Funding for Mitchell’s main construction project—a 103 mixed-income rental apartment with ground-floor retail at 225 Centre St., on the corner of Columbus and Centre below the T Station—is also progressing.

That project secured about $7 million in state and federal funding in April. That was enough for Mitchell to tell the Gazette at the time that he was confident construction would move ahead on the project by the end of the calendar year. Since then 225 Centre has commitments for close to $50 million more, including a commitment from the quasi-public Massachusetts Housing Finance Agency (MassHousing) to issue $45 mil-lion in bonds for the project. Those bonds have also found a likely buyer in the AFL-CIO Housing Investment Trust (HIT), according to the JSP update.

That funding is enabling Mitchell, and JSP, to take advantage of the silver lining of the economic downturn: decreased supply and con-struction costs, which will shave about $2 million off of construction costs for the 225 Centre St. project.

Other plans

Still, the downturn and other issues have blown the Jackson Square project somewhat off course.

JPNDC and HSTF’s Youth and Family Center was supposed to be part of phase one of the redevelopment plan. And Urban Edge in phase one originally proposed to build a department of Youth Services facility and 37 units of low and moderate income home-ownership units with ground-floor retail on the parcel they own on the corner of Columbus avenue and Ritchie street. That plan fell apart after the Department of youth Services backed out.

An alternate plan put forward by Urban Edge to build a homeownership development for formerly homeless families raised concerns among CAC members and the city because of the proposed site’s proximity to a city Public Works Department salt shed.

That plan was never formally proposed, and Urban Edge has not come out with a new plan for the site.

Early this year, the Gazette reported on a CAC meeting where Urban Edge staffers expressed concerns that the property—including the CDC’s own offices in the Webb Building at 1562 Columbus Ave—might get foreclosed on.

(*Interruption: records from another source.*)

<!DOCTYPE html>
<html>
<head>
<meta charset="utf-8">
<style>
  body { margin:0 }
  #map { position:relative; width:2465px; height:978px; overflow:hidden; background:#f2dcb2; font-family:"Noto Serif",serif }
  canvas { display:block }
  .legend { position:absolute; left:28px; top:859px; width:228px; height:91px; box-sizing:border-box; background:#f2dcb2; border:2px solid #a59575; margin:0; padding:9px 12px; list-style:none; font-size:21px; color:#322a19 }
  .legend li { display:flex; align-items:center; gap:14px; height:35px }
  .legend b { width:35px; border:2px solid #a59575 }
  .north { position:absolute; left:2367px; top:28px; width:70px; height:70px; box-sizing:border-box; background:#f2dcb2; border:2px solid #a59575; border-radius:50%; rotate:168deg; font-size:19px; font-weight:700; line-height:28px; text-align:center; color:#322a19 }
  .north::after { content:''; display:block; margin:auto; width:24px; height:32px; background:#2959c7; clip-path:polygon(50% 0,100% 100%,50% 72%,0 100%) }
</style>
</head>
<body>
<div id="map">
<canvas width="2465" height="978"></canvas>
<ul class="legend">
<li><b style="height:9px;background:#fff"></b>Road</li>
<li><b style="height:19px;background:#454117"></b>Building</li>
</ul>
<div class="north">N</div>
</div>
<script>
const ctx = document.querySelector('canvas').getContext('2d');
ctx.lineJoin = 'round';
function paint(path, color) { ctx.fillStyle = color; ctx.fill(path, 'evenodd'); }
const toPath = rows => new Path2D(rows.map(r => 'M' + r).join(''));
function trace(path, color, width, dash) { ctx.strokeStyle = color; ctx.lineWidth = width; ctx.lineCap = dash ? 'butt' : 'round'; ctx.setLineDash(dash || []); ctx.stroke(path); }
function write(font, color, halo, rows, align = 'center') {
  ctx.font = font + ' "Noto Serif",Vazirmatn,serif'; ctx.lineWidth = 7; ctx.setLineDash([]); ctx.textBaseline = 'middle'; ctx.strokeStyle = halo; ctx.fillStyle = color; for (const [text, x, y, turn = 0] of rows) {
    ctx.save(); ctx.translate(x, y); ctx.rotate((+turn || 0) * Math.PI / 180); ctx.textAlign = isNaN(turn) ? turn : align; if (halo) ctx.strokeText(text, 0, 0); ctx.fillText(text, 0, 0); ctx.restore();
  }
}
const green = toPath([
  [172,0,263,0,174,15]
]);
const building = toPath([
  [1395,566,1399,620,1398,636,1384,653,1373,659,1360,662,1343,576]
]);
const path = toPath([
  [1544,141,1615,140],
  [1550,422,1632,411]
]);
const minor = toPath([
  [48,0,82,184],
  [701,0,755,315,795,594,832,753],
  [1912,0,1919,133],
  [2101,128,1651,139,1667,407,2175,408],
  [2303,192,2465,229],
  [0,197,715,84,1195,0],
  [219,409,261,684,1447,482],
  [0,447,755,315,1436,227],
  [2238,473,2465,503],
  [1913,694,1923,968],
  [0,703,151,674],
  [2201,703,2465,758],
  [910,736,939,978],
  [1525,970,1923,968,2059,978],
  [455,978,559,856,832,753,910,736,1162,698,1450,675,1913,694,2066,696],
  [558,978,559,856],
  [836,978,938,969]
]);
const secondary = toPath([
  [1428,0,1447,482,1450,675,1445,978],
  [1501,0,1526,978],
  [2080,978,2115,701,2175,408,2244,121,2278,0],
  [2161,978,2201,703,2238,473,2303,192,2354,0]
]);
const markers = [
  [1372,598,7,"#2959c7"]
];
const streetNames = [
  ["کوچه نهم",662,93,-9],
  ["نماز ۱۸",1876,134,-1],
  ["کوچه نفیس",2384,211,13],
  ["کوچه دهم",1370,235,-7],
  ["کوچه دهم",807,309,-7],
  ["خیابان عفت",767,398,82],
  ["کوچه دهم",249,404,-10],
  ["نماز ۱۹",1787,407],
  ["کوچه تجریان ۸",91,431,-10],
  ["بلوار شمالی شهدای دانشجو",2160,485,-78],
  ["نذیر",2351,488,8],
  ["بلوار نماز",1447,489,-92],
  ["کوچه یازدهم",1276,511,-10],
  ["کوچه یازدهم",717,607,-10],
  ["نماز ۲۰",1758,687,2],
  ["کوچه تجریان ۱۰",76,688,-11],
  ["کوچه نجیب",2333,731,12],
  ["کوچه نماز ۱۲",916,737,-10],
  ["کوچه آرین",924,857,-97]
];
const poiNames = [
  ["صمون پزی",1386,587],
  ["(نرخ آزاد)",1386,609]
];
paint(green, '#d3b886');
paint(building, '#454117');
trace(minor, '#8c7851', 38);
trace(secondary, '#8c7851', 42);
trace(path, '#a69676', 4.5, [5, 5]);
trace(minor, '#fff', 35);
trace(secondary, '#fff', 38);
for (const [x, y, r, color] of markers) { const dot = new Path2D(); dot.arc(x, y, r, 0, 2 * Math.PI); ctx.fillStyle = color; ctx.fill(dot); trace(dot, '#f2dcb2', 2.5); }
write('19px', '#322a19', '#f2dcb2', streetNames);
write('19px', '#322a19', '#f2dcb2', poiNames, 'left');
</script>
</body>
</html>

In a phone interview this week, Hacobian said Urban Edge’s lenders—non-profit affordable housing lenders MassHousing and Boston Community Capital—“know why we purchased [the property] and why it is now partially vacant, and they continue to work with us.”

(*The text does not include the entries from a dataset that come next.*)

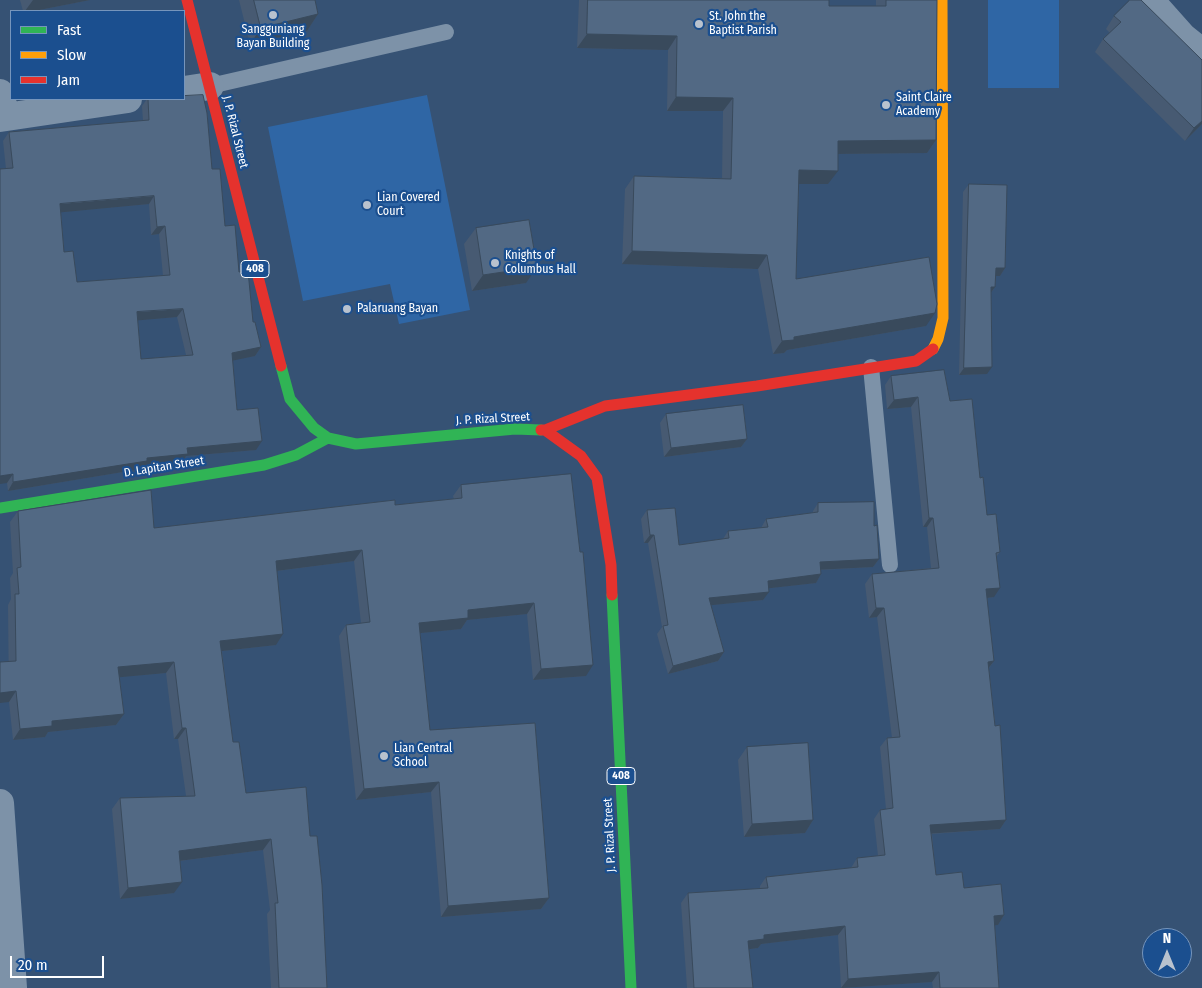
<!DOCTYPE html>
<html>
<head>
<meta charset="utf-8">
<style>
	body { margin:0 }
	#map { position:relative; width:1202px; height:988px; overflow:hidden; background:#365274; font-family:"Fira Sans Condensed",sans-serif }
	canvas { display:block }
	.legend { position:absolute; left:10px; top:10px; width:175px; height:90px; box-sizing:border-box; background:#1b4f8f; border:1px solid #7695bc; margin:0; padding:6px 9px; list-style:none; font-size:15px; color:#fff }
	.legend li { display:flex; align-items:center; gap:10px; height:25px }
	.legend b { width:25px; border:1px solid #7695bc }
	.north { position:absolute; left:1142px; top:928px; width:50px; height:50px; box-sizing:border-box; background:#1b4f8f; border:1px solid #7695bc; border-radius:50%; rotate:0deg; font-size:14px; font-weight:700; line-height:20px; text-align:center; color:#fff }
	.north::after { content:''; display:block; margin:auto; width:18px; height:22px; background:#b9c2ce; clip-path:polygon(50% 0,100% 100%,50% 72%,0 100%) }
	.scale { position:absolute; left:10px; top:956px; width:94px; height:22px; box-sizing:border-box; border:2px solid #fff; border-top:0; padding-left:6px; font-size:15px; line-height:18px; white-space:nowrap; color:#fff; -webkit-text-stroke:4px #1b4f8f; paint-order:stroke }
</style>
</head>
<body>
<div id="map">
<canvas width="1202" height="988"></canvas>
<ul class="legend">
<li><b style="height:6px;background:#30b455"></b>Fast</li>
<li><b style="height:6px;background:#ff9f0a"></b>Slow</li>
<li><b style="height:6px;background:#e5322d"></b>Jam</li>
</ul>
<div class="north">N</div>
<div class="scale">20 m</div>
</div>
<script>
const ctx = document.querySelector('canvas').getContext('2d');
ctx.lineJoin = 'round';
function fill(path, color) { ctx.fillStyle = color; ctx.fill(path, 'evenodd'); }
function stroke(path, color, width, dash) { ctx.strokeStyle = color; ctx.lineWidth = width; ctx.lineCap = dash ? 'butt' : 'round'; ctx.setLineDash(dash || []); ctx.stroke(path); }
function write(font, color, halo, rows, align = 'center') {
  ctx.font = font + ' "Fira Sans Condensed",sans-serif'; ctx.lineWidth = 4.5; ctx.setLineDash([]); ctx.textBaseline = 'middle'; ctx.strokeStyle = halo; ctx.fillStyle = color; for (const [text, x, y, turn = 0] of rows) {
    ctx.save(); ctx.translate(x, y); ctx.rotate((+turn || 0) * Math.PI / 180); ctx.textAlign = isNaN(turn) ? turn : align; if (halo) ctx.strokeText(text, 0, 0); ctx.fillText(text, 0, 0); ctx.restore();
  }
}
fill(new Path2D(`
	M988,0H1059V88H988Z
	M427,95L470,310L399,324L390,284L303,301L268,127Z`), '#2f66a5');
stroke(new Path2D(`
	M210,86L446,32
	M871,367L890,565`), '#7d92a8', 16);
stroke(new Path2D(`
	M1150,0L1183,37L1202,52
	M184,90L210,86
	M0,93L6,117
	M0,118L128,99
	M0,803L13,988`), '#7d92a8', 28);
stroke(new Path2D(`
	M281,366L290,399L314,428L328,438L356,444L515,429L541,430
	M0,508L264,465L296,455L328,438
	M612,595L631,988`), '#30b455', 11);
stroke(new Path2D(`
	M933,349L938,339L943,318L942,0`), '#ff9f0a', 11);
stroke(new Path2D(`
	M187,0L281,366
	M541,430H545L581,456L597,478L611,565L612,595
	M545,430L605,406L757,386L916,361L933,349`), '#e5322d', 11);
fill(new Path2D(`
	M20,0H90L34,11H23Z
	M239,0H315L318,14L307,31L250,44Z
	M579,0H829V6H876V0H937L936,140L927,153L838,154L828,184H799L796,279L926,326L787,350L784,353L773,354L758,269L622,264L625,189L634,176L722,178L723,111H667L668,50L577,48Z
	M1114,16L1202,60V124L1185,141L1095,52L1103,39L1110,33L1106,29Z
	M147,99H148L212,169L225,226L261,347L255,356L232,360L237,410L256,450L186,456L182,463L143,467L141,469L8,491L7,483L6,169L3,141L9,132L143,121L142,106ZM149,204L151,235L159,234L163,276L77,282L64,252L61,212ZM177,317L186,355L141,359L138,320Z
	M969,184L1005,268L1000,276H996L995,287L991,293L987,374L959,375L963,192Z
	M476,228L526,283L472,291L464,244Z
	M891,376L950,401L980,478L987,515L1000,552L997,556L994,597L987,598L994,661L989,668L1006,820L1000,829L932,834L936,875L964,888L1004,915L998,925H995L999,988H933L932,982L841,988L838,935L761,944L758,948L749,949L753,988H687L681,903L688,893L760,889V886L766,877L851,868L857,858L878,856L874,819L880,810L886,809L880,747L887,738H892L877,617L869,618L865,584L872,574L931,568L927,527H923L911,407L887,409L885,385Z
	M666,414L747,439L741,447L664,457L660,423Z
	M461,485L586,676L533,680L527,614L467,620L461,629L420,633L430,730L549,898L541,909L441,917L431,792L356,800L339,636L346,625L361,623L354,561L277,571L276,645L222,651L233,742L246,793L310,836L327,988H271L267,914L270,910L263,850L180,861L174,893L120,899L112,809L120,798L186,796L178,739H174L166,673L119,677L124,714L116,725L48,732L45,737L13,740L9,702L8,605L11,599L10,578L13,573L10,522L18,511L154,528L454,499L453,496Z
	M818,503L874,526L879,559L873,567L821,570V574L816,583L769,588L763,600L711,605L724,652L718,661L668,674L657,634L662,627L648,543H644L641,519L647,510L679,545L723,539L728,531L761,528L766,519L813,513V511Z
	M747,747L813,820L805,833L744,837L738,760Z`), '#475a72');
fill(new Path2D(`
	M33,0H90L34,11H25Z
	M318,14L307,31L250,44L261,28Z
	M587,34L677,36L668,50L577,48Z
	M676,97L733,98L723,111H667Z
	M1202,121V124L1185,141L1194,128Z
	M936,140L927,153L829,154L838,141Z
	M799,170L838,171L828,184H790Z
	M154,196L149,204L54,213L60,204Z
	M165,226L159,234L151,235L157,227Z
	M632,251L767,255L758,269L622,264Z
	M537,267L526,283L472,291L483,275Z
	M996,268H1005L1000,276H991Z
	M991,287H995L990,294Z
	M183,309L177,317L131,321L137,312Z
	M935,313L926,326L787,350L784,353L773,354L782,341L794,337Z
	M261,347L255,356L226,362L232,353Z
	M992,367L987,374L959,375L964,368Z
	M918,397L911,407L887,409L894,400Z
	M747,439L741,447L664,457L671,448Z
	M262,441L256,450L186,456L182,463L143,467L141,469L8,491L13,482L147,458L187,448Z
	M13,474L7,483L0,484V476Z
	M929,518H933L927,527H923Z
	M650,535H654L648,543H644Z
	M362,550L354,561L268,572L276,561Z
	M879,559L873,567L814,570L820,562Z
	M821,574L816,583L762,589L768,581Z
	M1000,588L994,597L979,599L986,589Z
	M769,592L763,600L703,606L709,598Z
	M534,603L527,614L467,620L461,629L411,634L419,623L468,610Z
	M876,608H884L877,617L869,618Z
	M283,634L276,645L213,652L220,641Z
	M724,652L718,661L668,674L673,666Z
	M994,661L987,670L988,662Z
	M174,662L166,673L111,678L118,667Z
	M593,665L586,676L533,680L541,669Z
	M16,691L9,702L0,703V693Z
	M124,714L116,725L48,732L45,737L13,740L20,729L52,721Z
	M182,728H186L178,739H174Z
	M439,782L431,792L356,800L364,789Z
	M813,820L805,833L744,837L752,824Z
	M1006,820L1000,829L924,834L930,825Z
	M271,839L263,850L171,862L179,851Z
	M182,882L174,893L120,899L128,888Z
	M549,898L541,909L441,917L448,906Z
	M1004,915L998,925L987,926L994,916Z
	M845,926L838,935L761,944L758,948L742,950L748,941L764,935Z
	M939,972L932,982L841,988L848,979Z`), '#394a5c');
const building = new Path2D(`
	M254,0H315L318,14L261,28Z
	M588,0H829V6H886V0H937L936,140L838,141V171L799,170L796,279L929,257L937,304L935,313L794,337V340L782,341L767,255L632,251L634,176L731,179L733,98L676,97L677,36L587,34Z
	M1130,0H1141L1202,60V121L1194,128L1103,39L1121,22L1114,16Z
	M203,95L207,113L212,169H220L225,226L235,225L239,272L248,271L253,322H255L261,347L232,353L237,410L258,408L262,441L187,448L188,454L147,458V461L13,482V474L0,476V169L13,168L9,132L149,120L148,99H184V96ZM154,196L157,227L165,226L170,275L77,282L73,251L64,252L60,204ZM183,309L193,355L141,359L137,312Z
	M969,184L1007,185L1005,268H996L995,287H991L992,367L964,368Z
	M529,220L537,267L483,275L476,228Z
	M944,370L950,401L972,399L980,478L983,477L987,515L996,514L1000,552L996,553L1000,588L986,589L994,661L988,662L995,726L1000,725L1006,820L930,825L936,875L962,872L964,888L1001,884L1004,915L994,916L999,988H940L939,972L848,979L845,926L764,935V939L748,941L753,988H694L688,893L768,888L766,877L858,867L857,858L885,855L880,810L893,808L887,738L900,737L884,608H876L872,574L939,568L933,518H929L918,397L894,400L891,376Z
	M743,405L747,439L671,448L666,414Z
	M571,474L580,552H583L593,665L541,669L534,603L468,610V618L419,623L430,730L535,723L549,898L448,906L439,782L364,789L346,625L370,622L362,550L276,561L283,634L220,641L233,742H239L246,793L306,787L310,836H317L322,885L327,988H279L275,903H278L271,839L179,851L182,882L128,888L120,798L195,796L186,728H182L174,662L118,667L124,714L52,721V726L20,729L16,691L0,693V662L16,661L15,594H19L17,568L21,567L18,511L151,490L154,528L395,500V505L462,498L461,485Z
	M874,502V526L877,525L879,559L820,562L821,574L768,581L769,592L709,598L724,652L673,666L663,626L668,625L654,535H650L647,510L675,508L679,545L729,538L728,531L768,527L766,519L818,512V503Z
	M808,743L813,820L752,824L747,747Z`);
fill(building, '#526984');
stroke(building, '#394a5c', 1);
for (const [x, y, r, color] of [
	[273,15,5,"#b9c2ce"],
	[699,24,5,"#b9c2ce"],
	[886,105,5,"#b9c2ce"],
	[367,205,5,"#b9c2ce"],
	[495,263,5,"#b9c2ce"],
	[347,309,5,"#b9c2ce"],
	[384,756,5,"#b9c2ce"]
]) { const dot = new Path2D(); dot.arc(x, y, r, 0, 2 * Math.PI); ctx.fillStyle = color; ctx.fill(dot); stroke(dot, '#1b4f8f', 2); }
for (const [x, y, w] of [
	[255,269,28],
	[621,776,28]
]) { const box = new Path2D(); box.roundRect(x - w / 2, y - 8.5, w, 17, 4); ctx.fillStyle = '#1b4f8f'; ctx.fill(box); stroke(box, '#fff', 1); }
write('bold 11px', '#fff', null, [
	["408",255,269],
	["408",621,776]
]);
write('12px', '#fff', '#1b4f8f', [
	["St. John the",709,17],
	["Baptist Parish",709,31],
	["Sangguniang",273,30,"center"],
	["Bayan Building",273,44,"center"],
	["Saint Claire",896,98],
	["Academy",896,112],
	["Lian Covered",377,198],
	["Court",377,212],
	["Knights of",505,256],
	["Columbus Hall",505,270],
	["Palaruang Bayan",357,309],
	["Lian Central",394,749],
	["School",394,763]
], 'left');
write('12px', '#fff', '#1b4f8f', [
	["J. P. Rizal Street",235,132,76],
	["J. P. Rizal Street",493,419,-3],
	["D. Lapitan Street",164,467,-9],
	["J. P. Rizal Street",610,835,-93]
]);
</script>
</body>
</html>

Up until about a year ago, the first two stories of the Webb building—a three-story building that includes the CDC’s offices on the third floor—and the first story of another, were rented by two DYS programs, he said. But the program in the one story building was consolidated with another program at a different location, he said.

Urban Edge is expecting the other DYS program to move out in the next year as well, Hacobian said.

While Urban Edge is not planning to build anything soon, “Part of our plans is to figure out what to do with that space that is consis-tent with the overall plans for Jackson Square,” Hacobian said.

He declined to comment on whether those plans might include interim youth and families programming space.

But, at the July 16 meeting with the Gazette, some of the the developers comments did frame the project as more than just a brick-and-mortar effort.

In addition to that, “there has been a human capacity development component that all of us have been extremely aware of,” Martinez said.

And that component can operate on a much different scale than a multi-million-dollar development project. Mitchell said that at a recent meeting with MBTA officials about the Jackson Square T Station, the officials said the station has seen zero graffiti in the wake of a now four-year-old youth mural painting initiative undertaken by HSTF.

And while hundreds of people have participated, it has been 20 years since community conversations about Jackson Square began, he said, “A new crop of people are saying, ‘How did you decide all that?’ And that is how it is supposed to be for a project that will be here for more than a century,” Hacobian said.